Uncle does not often go on holiday as very few hotels provide beds big enough for elephants. At Sunset Beach he hopes for a real rest and change, but almost at once fifty camels, led by the courteous Claudius, arrive with news of trouble at his great castle of Homeward. From this moment his attempts to have a holiday are interrupted by one unexpected happening after another. Uncle and his faithful followers rescue holiday-makers from the sinister Wheel House, use paraballoons at the Fun Fair, and face a fearful monster at Water-Step Hill. There’s the noisy braying affair of Idleass and Hot Donk; Fishy William at Comfort Cove; breakfast with the miraculous Singing Flower; high tea with the Glenmore Giraffes. A succession of fantastic adventures lead to the awesome moment when Uncle is chained and helpless at the mercy of the Badfort Crowd in Beaver Hateman’s Chamber of Horrors. Can Uncle possibly escape this time?
Librarian Note: There is more than one author in the Goodreads database with this name.
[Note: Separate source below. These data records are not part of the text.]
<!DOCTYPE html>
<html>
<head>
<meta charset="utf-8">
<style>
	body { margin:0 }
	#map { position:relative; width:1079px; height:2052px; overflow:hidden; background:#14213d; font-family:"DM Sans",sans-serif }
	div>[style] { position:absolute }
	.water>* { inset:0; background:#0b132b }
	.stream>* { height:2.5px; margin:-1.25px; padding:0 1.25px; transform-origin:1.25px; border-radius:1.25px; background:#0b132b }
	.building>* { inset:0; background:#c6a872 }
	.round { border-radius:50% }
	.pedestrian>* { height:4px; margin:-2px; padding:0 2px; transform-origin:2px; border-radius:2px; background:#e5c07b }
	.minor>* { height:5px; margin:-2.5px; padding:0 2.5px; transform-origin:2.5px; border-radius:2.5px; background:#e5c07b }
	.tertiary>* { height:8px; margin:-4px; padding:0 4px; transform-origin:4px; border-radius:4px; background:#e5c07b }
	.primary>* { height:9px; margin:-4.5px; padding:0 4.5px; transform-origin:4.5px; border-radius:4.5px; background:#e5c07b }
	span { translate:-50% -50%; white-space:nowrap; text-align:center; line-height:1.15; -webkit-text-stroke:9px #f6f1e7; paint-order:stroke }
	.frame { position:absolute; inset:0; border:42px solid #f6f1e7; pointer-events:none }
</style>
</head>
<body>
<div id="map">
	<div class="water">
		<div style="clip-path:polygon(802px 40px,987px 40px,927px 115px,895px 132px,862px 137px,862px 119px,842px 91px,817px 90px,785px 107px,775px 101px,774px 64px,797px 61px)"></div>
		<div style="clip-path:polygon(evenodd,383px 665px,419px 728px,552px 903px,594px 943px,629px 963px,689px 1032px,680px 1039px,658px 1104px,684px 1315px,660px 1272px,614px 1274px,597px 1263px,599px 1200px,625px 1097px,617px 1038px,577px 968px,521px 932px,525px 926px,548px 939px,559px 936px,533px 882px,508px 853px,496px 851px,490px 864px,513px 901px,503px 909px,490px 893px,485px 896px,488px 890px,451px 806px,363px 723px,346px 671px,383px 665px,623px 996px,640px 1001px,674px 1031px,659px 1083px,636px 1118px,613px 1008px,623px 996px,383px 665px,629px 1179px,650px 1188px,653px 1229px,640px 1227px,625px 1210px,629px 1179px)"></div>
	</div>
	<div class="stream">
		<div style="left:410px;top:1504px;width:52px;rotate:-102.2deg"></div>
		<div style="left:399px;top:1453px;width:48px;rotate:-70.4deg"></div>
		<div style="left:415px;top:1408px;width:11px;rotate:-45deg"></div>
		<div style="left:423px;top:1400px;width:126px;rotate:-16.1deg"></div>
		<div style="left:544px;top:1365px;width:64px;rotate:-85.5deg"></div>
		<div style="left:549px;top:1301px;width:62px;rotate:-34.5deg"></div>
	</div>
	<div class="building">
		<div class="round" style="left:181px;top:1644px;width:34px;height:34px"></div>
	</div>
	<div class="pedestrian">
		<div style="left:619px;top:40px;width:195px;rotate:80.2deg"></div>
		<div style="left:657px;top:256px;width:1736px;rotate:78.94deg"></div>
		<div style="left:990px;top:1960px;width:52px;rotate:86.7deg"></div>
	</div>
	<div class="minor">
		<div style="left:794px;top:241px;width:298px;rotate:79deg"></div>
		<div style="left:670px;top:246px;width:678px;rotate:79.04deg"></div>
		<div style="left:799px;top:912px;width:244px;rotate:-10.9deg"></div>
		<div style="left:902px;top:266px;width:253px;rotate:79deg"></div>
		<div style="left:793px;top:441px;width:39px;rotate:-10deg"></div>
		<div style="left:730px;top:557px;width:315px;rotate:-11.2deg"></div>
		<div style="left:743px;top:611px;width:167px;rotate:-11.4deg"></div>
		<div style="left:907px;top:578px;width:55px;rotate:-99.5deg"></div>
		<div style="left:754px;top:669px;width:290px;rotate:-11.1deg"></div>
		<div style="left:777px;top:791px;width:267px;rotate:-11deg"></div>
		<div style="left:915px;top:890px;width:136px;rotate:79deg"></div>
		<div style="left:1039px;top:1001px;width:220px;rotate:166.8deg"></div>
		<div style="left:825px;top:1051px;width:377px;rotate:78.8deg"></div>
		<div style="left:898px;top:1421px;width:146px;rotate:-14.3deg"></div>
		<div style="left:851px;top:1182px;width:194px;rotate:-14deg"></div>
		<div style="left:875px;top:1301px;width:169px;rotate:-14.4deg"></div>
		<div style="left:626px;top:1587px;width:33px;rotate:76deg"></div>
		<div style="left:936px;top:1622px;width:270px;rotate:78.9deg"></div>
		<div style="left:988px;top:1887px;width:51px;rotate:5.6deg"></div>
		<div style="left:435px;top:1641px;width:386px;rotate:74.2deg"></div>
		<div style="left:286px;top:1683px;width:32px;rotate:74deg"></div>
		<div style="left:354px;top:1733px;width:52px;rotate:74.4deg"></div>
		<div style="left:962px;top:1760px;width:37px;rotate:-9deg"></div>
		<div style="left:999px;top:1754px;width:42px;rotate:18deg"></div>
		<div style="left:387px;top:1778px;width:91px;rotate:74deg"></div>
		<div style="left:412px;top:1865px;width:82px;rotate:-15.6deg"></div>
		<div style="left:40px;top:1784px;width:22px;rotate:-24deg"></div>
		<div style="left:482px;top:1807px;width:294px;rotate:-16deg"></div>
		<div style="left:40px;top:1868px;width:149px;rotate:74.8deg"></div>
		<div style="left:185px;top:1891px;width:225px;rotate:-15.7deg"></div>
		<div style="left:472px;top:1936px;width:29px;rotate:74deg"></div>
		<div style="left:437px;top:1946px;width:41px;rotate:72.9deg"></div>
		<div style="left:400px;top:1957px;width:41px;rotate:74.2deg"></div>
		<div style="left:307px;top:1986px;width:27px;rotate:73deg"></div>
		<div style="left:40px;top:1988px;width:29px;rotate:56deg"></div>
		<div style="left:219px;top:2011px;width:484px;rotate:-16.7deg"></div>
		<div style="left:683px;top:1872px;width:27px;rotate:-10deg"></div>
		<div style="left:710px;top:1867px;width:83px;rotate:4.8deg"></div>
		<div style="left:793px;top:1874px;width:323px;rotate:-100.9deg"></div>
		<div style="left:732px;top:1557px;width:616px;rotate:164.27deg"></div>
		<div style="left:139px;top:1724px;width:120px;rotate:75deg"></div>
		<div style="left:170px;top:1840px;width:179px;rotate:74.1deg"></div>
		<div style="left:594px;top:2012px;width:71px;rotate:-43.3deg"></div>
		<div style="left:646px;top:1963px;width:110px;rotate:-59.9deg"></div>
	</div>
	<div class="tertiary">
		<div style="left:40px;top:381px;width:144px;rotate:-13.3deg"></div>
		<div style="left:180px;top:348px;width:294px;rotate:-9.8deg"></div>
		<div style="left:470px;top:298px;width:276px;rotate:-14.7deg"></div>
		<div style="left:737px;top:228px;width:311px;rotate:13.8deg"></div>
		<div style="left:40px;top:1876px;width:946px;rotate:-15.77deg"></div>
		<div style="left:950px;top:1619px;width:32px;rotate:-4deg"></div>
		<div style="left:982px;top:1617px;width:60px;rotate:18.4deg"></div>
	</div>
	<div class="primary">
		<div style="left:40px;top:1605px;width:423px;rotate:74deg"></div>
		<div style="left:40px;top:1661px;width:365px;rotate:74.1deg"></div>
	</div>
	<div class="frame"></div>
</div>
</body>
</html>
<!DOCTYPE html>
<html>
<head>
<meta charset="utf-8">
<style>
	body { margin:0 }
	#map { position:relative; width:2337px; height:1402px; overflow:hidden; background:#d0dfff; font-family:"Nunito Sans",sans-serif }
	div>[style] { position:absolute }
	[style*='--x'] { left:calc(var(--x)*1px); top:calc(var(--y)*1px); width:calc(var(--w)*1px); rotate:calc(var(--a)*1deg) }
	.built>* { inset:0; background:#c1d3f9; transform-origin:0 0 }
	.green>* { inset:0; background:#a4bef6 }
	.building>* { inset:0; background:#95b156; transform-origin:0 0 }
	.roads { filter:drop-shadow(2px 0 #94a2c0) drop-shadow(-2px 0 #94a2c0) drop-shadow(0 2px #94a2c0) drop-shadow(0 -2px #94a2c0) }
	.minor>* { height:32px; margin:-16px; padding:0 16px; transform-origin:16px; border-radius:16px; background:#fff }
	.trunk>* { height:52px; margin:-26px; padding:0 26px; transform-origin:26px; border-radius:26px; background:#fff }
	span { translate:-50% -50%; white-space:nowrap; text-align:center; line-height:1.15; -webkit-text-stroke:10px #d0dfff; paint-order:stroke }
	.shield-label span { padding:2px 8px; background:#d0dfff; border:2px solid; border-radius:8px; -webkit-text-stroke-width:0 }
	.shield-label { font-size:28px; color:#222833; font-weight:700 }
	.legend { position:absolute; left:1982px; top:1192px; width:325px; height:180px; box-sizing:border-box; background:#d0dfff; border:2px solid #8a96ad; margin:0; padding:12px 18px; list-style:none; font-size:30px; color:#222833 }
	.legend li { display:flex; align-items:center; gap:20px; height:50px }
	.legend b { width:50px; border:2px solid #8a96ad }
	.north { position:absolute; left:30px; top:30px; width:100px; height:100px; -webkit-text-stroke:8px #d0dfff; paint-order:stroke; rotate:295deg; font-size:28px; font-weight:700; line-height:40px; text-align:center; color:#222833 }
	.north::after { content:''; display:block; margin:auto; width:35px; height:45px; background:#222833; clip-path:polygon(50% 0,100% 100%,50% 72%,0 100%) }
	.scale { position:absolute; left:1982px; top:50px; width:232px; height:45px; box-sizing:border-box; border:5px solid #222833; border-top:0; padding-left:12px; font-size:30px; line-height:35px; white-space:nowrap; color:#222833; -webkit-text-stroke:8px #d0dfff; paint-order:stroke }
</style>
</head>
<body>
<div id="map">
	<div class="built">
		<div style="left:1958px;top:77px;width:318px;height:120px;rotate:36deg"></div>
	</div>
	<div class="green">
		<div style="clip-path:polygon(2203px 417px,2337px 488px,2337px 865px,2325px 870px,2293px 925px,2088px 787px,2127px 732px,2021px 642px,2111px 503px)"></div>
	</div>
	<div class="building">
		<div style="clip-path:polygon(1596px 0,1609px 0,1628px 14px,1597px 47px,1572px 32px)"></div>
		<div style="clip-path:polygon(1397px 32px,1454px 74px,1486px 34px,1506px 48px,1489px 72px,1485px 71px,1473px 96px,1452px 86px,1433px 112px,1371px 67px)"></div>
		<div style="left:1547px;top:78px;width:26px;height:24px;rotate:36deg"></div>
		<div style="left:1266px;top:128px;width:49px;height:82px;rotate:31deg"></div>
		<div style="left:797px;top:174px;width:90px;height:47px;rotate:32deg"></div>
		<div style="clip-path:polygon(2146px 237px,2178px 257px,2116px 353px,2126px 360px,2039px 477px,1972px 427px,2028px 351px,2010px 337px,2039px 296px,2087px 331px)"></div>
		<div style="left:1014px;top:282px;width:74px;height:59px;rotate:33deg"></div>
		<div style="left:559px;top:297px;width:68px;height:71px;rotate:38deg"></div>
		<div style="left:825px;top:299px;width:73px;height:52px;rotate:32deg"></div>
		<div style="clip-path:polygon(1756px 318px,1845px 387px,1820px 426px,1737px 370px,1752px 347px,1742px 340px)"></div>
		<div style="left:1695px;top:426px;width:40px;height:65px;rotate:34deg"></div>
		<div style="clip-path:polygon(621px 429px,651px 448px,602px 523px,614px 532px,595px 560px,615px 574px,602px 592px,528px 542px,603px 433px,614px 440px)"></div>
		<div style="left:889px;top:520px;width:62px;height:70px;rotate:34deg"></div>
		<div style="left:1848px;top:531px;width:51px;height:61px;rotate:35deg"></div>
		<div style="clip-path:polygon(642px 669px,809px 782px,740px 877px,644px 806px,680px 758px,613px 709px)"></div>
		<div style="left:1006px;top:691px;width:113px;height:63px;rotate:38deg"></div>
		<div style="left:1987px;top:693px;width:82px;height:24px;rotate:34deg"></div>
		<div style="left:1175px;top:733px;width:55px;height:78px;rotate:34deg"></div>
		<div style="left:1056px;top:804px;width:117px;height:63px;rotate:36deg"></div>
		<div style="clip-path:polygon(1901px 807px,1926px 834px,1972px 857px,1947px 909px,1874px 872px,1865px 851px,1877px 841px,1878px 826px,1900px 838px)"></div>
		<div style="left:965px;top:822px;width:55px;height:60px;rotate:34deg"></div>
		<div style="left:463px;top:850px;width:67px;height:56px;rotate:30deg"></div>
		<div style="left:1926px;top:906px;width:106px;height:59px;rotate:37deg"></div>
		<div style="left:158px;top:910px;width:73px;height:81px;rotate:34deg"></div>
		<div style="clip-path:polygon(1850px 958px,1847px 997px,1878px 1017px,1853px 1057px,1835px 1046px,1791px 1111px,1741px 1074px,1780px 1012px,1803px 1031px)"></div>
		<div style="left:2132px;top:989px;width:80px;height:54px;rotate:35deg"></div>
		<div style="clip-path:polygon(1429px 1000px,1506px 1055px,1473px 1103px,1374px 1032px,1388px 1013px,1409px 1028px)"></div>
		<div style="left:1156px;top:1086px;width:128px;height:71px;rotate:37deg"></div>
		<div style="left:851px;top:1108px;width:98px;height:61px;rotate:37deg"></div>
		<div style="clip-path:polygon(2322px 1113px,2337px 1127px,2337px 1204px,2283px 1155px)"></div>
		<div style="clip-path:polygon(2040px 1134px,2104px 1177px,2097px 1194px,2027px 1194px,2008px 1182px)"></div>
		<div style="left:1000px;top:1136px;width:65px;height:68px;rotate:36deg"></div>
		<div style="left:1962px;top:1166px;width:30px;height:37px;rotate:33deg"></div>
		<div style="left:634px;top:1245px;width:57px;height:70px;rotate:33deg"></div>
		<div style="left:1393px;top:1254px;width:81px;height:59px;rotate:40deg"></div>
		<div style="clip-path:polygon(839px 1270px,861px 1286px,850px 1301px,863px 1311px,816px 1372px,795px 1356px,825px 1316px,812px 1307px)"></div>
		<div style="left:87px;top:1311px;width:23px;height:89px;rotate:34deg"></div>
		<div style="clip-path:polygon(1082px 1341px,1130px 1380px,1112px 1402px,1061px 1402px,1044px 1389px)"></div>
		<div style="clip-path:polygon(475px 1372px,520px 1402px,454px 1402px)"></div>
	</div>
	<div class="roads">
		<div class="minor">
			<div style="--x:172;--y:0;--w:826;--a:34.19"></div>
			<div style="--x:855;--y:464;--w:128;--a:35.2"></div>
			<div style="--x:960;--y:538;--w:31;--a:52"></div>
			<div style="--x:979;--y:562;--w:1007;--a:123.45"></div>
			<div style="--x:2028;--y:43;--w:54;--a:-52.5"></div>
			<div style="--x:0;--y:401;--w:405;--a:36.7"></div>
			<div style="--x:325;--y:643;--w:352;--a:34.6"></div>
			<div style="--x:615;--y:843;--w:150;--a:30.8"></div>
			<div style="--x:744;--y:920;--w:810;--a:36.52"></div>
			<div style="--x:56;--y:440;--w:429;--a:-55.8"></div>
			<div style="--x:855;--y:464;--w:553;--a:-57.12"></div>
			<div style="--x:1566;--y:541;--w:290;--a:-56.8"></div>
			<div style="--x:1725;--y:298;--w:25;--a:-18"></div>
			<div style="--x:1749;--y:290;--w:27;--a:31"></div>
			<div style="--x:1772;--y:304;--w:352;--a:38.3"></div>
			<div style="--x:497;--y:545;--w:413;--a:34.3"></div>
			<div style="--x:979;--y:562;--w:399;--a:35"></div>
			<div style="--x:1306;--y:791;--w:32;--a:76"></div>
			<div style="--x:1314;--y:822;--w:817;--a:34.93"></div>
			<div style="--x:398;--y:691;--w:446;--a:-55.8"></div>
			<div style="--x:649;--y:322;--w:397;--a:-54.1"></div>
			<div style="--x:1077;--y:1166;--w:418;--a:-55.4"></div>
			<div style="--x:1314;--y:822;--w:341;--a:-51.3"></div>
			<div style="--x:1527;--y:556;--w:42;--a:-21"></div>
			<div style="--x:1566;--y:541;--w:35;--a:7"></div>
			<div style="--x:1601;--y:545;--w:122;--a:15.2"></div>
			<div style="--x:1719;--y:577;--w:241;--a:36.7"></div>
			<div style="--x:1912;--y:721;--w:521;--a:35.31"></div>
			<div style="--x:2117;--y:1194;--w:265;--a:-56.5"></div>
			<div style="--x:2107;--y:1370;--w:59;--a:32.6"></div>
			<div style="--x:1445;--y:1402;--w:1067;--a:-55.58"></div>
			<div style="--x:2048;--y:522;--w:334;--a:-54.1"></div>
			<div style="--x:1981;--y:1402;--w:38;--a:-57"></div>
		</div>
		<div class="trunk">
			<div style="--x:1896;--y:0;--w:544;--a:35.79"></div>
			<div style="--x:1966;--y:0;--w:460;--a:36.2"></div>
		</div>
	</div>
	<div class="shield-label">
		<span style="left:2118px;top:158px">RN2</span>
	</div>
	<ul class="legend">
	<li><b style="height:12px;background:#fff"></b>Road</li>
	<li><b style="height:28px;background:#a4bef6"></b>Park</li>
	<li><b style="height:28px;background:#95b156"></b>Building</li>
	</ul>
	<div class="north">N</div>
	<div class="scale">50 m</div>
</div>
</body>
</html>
J.P. Martin (1879-1966) was born in Yorkshire into a family of Methodist ministers. He took up the family vocation, serving when young as a missionary to a community of South African diamond miners and then, during the First World War, as an Army chaplain in Palestine and Egypt, before returning to minister to parishes throughout the north of England. He died at eighty-six from a flu caught while bringing pots of honey to his parishioners in cold weather. Martin began telling Uncle stories to entertain his children, who later asked him to write them down so that they could read them to their own children; the stories were finally published as a book in 1964, when Martin was eighty-four. The jacket to the first edition of Uncle notes that “the inspiration for these stories seems to come from the industrial landscape that [Martin] knew as a child….He still likes to take his family and friends on walks through industrial scenes. He also enjoys painting the wild and beautiful landscape where he lives. It is not enough to say he loves children; he is still continually visited by them.”